(Extracted records begins)
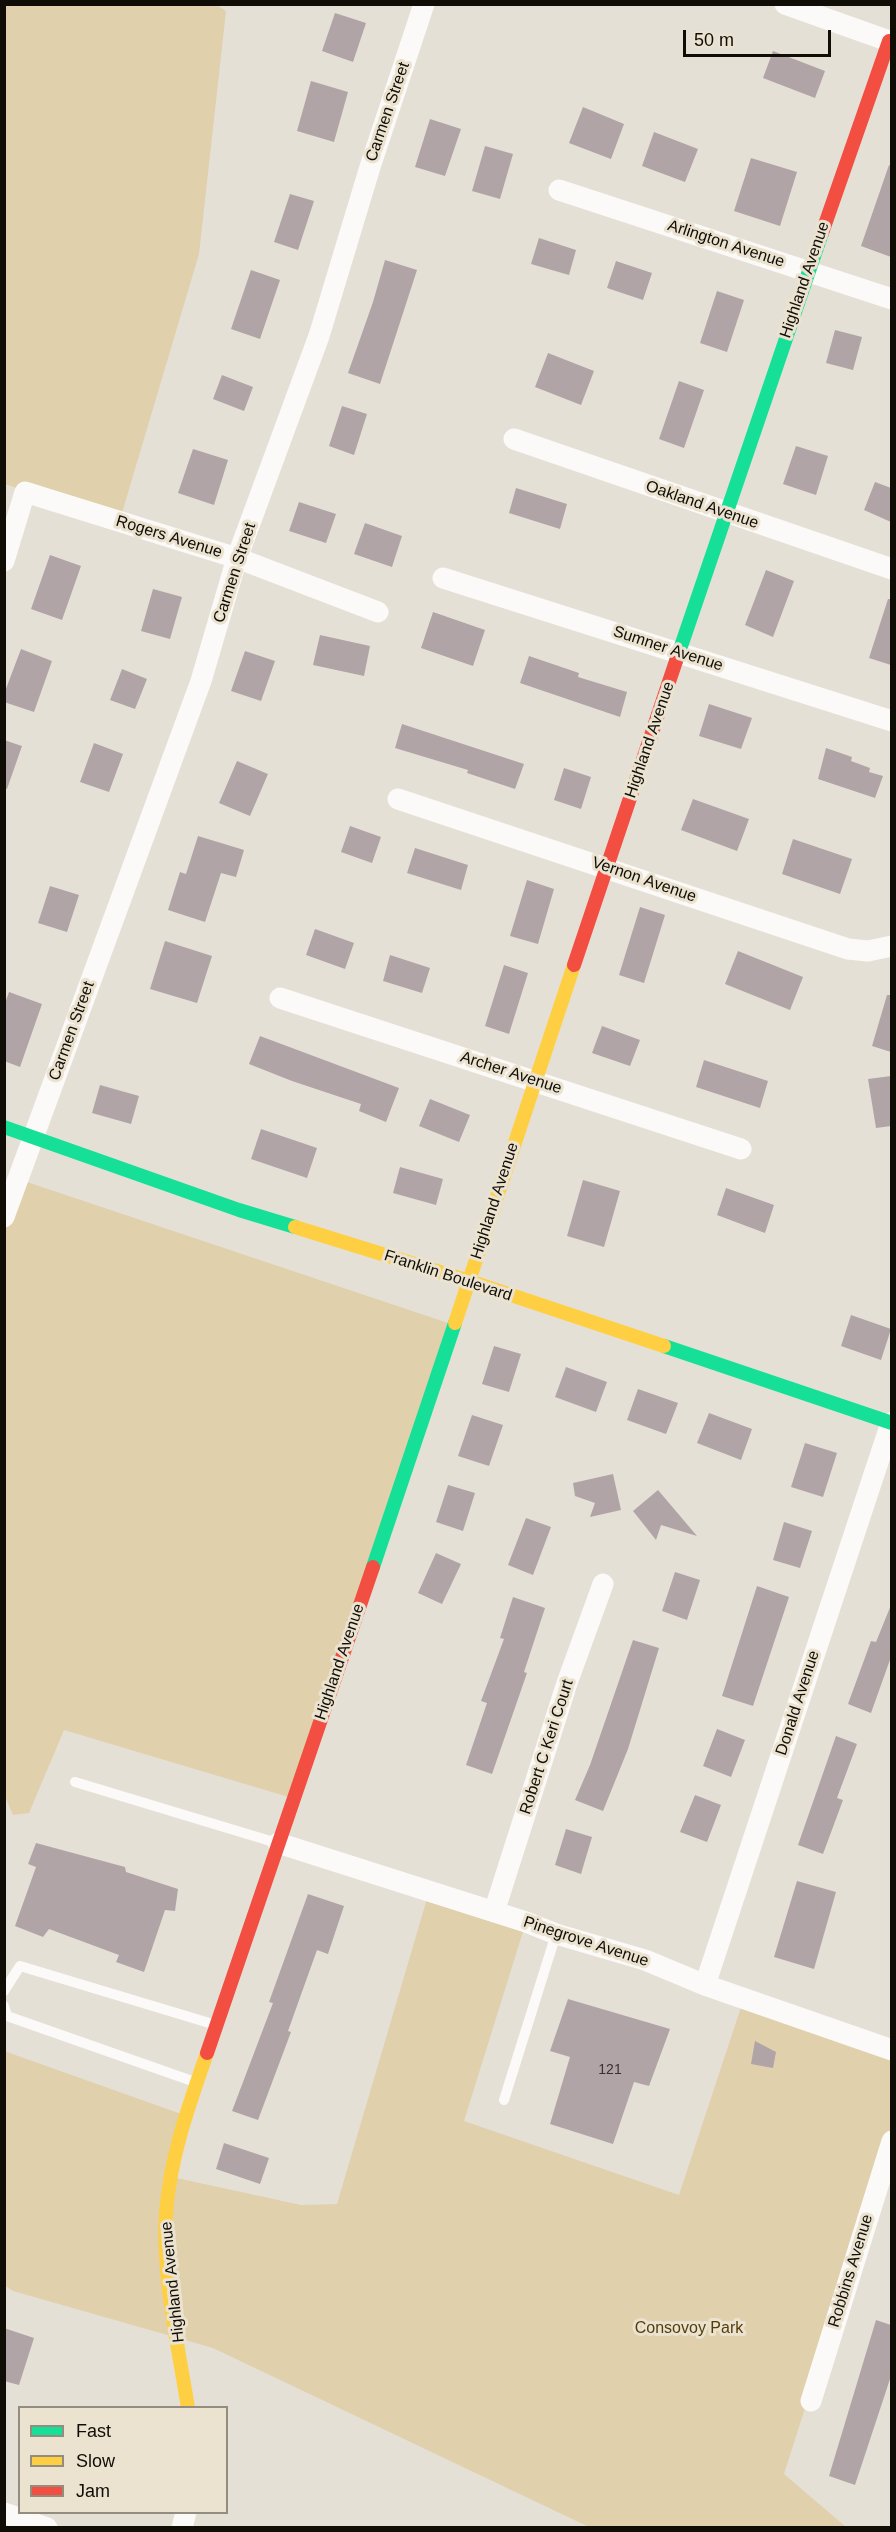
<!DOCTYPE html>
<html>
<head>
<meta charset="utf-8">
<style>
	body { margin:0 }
	#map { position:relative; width:896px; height:2532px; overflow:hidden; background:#e5e0d6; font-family:Arial,sans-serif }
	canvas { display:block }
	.frame { position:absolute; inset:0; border:6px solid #100d07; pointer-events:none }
	.legend { position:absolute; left:18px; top:2406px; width:210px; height:108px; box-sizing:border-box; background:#ebe3d0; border:2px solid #938d80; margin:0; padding:8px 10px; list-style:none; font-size:18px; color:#100d07 }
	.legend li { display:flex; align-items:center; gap:12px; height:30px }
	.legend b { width:30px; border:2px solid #938d80 }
	.scale { position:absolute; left:683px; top:30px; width:148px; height:27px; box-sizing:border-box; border:3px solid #100d07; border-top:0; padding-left:8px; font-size:18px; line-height:21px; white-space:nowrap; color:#100d07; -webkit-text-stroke:4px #ebe3d0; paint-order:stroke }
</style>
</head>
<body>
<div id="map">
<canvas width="896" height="2532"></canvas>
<div class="frame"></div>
<ul class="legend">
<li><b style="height:8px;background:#16e098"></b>Fast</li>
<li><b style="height:8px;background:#ffcf43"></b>Slow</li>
<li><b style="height:8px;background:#f24e42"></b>Jam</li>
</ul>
<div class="scale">50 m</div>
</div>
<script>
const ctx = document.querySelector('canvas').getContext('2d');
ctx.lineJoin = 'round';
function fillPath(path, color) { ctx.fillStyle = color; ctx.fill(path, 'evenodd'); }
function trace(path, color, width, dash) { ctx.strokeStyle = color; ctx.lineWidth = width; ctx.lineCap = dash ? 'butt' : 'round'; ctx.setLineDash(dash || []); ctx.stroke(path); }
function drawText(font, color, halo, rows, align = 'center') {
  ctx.font = font + ' Arial,sans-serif'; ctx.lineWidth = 6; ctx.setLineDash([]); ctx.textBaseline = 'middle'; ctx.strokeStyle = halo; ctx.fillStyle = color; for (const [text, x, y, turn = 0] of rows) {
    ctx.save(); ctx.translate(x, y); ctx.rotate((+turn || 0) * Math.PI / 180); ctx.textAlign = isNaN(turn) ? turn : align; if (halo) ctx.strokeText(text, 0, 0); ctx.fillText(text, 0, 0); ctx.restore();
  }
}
fillPath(new Path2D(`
	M215 4 226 11 199 254 119 523 5 484 4 5Z
	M21 1180 448 1323 292 1798 64 1730 29 1813 13 1815 5 1796 4 1227Z
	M429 1892 526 1922 464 2121 679 2195 744 1998 891 2050V2138L784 2474 846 2527H589L213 2348 13 2291 4 2285V2051L187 2116 172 2177 301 2205 337 2204Z`), '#e0d0ac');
fillPath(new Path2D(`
	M335 13 366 23 353 62 322 51Z
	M773 51 825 71 815 98 763 78Z
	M311 81 348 92 334 142 297 131Z
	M583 107 624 124 611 159 569 143Z
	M430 119 461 129 445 176 415 167Z
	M654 132 698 149 685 182 642 166Z
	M485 146 513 154 500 199 472 191Z
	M751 158 797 172 780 226 734 211Z
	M889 165 891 166V257L861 246Z
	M290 194 314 201 298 250 274 242Z
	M539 238 576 250 569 275 531 264Z
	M385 260 417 270 380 384 348 373 373 302Z
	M616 261 652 273 643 300 607 288Z
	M251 270 280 280 260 339 231 329Z
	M717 291 744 300 727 352 700 343Z
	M835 330 862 337 853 370 826 363Z
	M548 353 594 371 581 405 535 387Z
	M222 375 253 387 244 411 213 399Z
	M679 381 704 390 684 448 659 439Z
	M342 406 367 414 354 455 329 446Z
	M796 446 828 456 816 495 783 484Z
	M193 449 228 460 214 505 178 493Z
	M875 482 891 488V522L864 510Z
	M516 488 567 504 560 529 509 513Z
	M299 502 336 514 326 543 289 531Z
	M365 523 402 536 392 567 354 554Z
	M50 555 81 566 62 620 31 609Z
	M766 570 794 581 773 637 745 625Z
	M153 589 182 597 170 639 141 631Z
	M888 599H891V665L869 658Z
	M433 612 485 630 473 666 421 648Z
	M320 635 370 646 364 676 313 665Z
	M21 649 52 661 34 712 4 702V694Z
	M245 651 275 661 261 701 231 691Z
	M529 656 579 673 578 677 627 692 620 717 520 683Z
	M122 669 147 679 135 709 110 700Z
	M709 704 752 718 741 749 699 736Z
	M402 724 524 764 515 789 467 773 468 770 395 748Z
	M4 740 22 746 7 789 4 788Z
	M94 743 123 754 109 792 80 782Z
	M826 748 852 757 851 761 870 768 869 772 883 776 875 798 818 779Z
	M237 761 268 774 250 816 219 803Z
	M564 768 591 777 581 809 554 800Z
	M693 799 749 819 737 851 681 830Z
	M350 826 381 837 372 863 341 852Z
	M198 836 244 850 236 877 221 873 205 922 168 910 180 872 186 874Z
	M793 839 852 859 840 894 782 874Z
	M415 848 468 865 461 890 407 873Z
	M527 880 554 889 538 944 510 936Z
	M50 886 79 895 67 932 38 923Z
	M640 907 665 915 644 983 619 975Z
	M315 929 354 943 345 969 306 955Z
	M165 941 212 956 197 1003 150 989Z
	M738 951 803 977 790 1010 725 984Z
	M390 955 430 968 422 993 383 981Z
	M504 965 528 973 509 1034 485 1026Z
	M9 992 42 1004 20 1067 4 1061V1006Z
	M887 995H891V1052L872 1046Z
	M602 1026 640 1040 630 1066 592 1053Z
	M260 1036 399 1088 386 1122 359 1111 361 1104 292 1081 249 1064Z
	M704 1060 768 1081 760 1108 696 1087Z
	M891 1076V1126L876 1128 868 1079Z
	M100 1085 139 1096 131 1124 92 1113Z
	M430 1099 470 1115 459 1142 419 1126Z
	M261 1129 317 1148 307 1178 251 1159Z
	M400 1167 443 1179 436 1205 393 1193Z
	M583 1180 620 1191 604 1247 567 1236Z
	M726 1188 774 1205 765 1233 717 1215Z
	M851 1315 891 1329 881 1360 841 1346Z
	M494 1346 521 1354 509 1392 482 1384Z
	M566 1367 607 1382 596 1412 555 1397Z
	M638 1389 678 1403 666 1434 627 1420Z
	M709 1413 752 1429 741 1460 697 1443Z
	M472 1415 503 1425 489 1466 458 1456Z
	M805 1443 837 1453 823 1497 791 1487Z
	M613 1474 621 1510 590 1517 595 1503 575 1496 573 1483Z
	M448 1485 475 1493 463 1531 436 1522Z
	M658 1490 697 1536 661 1525 656 1540 633 1511Z
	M526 1518 551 1527 533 1575 508 1565Z
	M784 1522 812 1531 800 1568 773 1560Z
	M436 1553 461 1564 442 1604 418 1593Z
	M675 1572 700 1580 687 1620 662 1611Z
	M757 1586 789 1597 753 1706 722 1696Z
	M513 1597 545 1608 524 1672 527 1673 492 1774 466 1765 487 1703 481 1701 504 1639 500 1638Z
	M891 1605V1657L871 1713 848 1704 871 1641 876 1642Z
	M633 1640 659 1648 628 1749 603 1811 575 1800 590 1765Z
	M717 1729 745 1740 731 1777 703 1766Z
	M836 1736 857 1744 837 1798 843 1800 823 1854 798 1845Z
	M695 1795 721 1805 707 1842 680 1832Z
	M566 1829 592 1837 581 1874 555 1865Z
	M36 1843 125 1867 126 1872 178 1889 175 1911 165 1910 144 1972 116 1962 119 1955 49 1929 43 1937 15 1926 36 1867 28 1864Z
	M797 1881 836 1892 814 1969 774 1957Z
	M308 1894 344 1906 328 1954 317 1950 288 2031 291 2032 258 2120 232 2111 273 2003 269 2002Z
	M568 1999 670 2029 649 2086 634 2082 613 2144 550 2124 570 2057 550 2051Z
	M755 2041 776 2052 773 2068 751 2064Z
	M224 2143 269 2158 260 2184 216 2169Z
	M876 2320 891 2325V2376L855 2485 829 2476Z
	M4 2328 34 2338 19 2385 4 2381Z`), '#b0a4a7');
trace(new Path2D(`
	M75 1782 277 1843
	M4 1991 20 1966 216 2025
	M4 2006 7 2016 195 2082
	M504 2100 556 1934`), '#fbfaf9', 10);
trace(new Path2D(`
	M785 4 889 41
	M559 190 892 299
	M514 439 892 569
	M4 561 25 492 237 558 378 612
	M443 578 892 721
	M398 799 848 949 868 951 892 946
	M280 998 741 1149
	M4 1217 201 681 237 558 319 336 370 167 424 4
	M278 1843 526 1922 556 1934 645 1960 705 1985 892 2050
	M494 1912 567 1683 603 1584
	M705 1985 891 1423
	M811 2401 892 2141
	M4 2513 47 2528
	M182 2528 186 2512`), '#fbfaf9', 21);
trace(new Path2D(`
	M676 661 822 233
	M4 1127 239 1210 295 1227
	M664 1346 892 1423
	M373 1567 455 1323`), '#16e098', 14);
trace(new Path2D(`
	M295 1227 469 1281 664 1346
	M455 1323 574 965
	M188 2408C178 2344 162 2278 166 2213 170 2157 189 2105 207 2053`), '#ffcf43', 14);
trace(new Path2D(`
	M822 233 889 41 892 42
	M574 965 676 661
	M207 2053 373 1567`), '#f24e42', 14);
drawText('14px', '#38332f', null, [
	["121",610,2070]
]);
drawText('16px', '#100d07', '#ebe3d0', [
	["Carmen Street",388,112,-71],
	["Arlington Avenue",726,244,18],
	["Highland Avenue",805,280,-71],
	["Oakland Avenue",702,505,19],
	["Rogers Avenue",169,537,17],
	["Carmen Street",235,573,-72],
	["Sumner Avenue",668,649,18],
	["Highland Avenue",650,740,-71],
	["Vernon Avenue",644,880,19],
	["Carmen Street",72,1031,-70],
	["Archer Avenue",511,1073,18],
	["Highland Avenue",495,1201,-72],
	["Franklin Boulevard",448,1276,18],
	["Highland Avenue",340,1662,-71],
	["Donald Avenue",798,1703,-72],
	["Robert C Keri Court",547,1747,-72],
	["Pinegrove Avenue",586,1942,18],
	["Robbins Avenue",851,2271,-73],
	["Highland Avenue",173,2282,-96]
]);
drawText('16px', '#523e0a', '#ebe3d0', [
	["Consovoy Park",689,2329]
]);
</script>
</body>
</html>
(Extracted records ends)
▸ **What the task asks**: Which lines in the records above contain the word "center"? Copy each one.

▸ **Result**:
	.legend li { display:flex; align-items:center; gap:12px; height:30px }
function drawText(font, color, halo, rows, align = 'center') {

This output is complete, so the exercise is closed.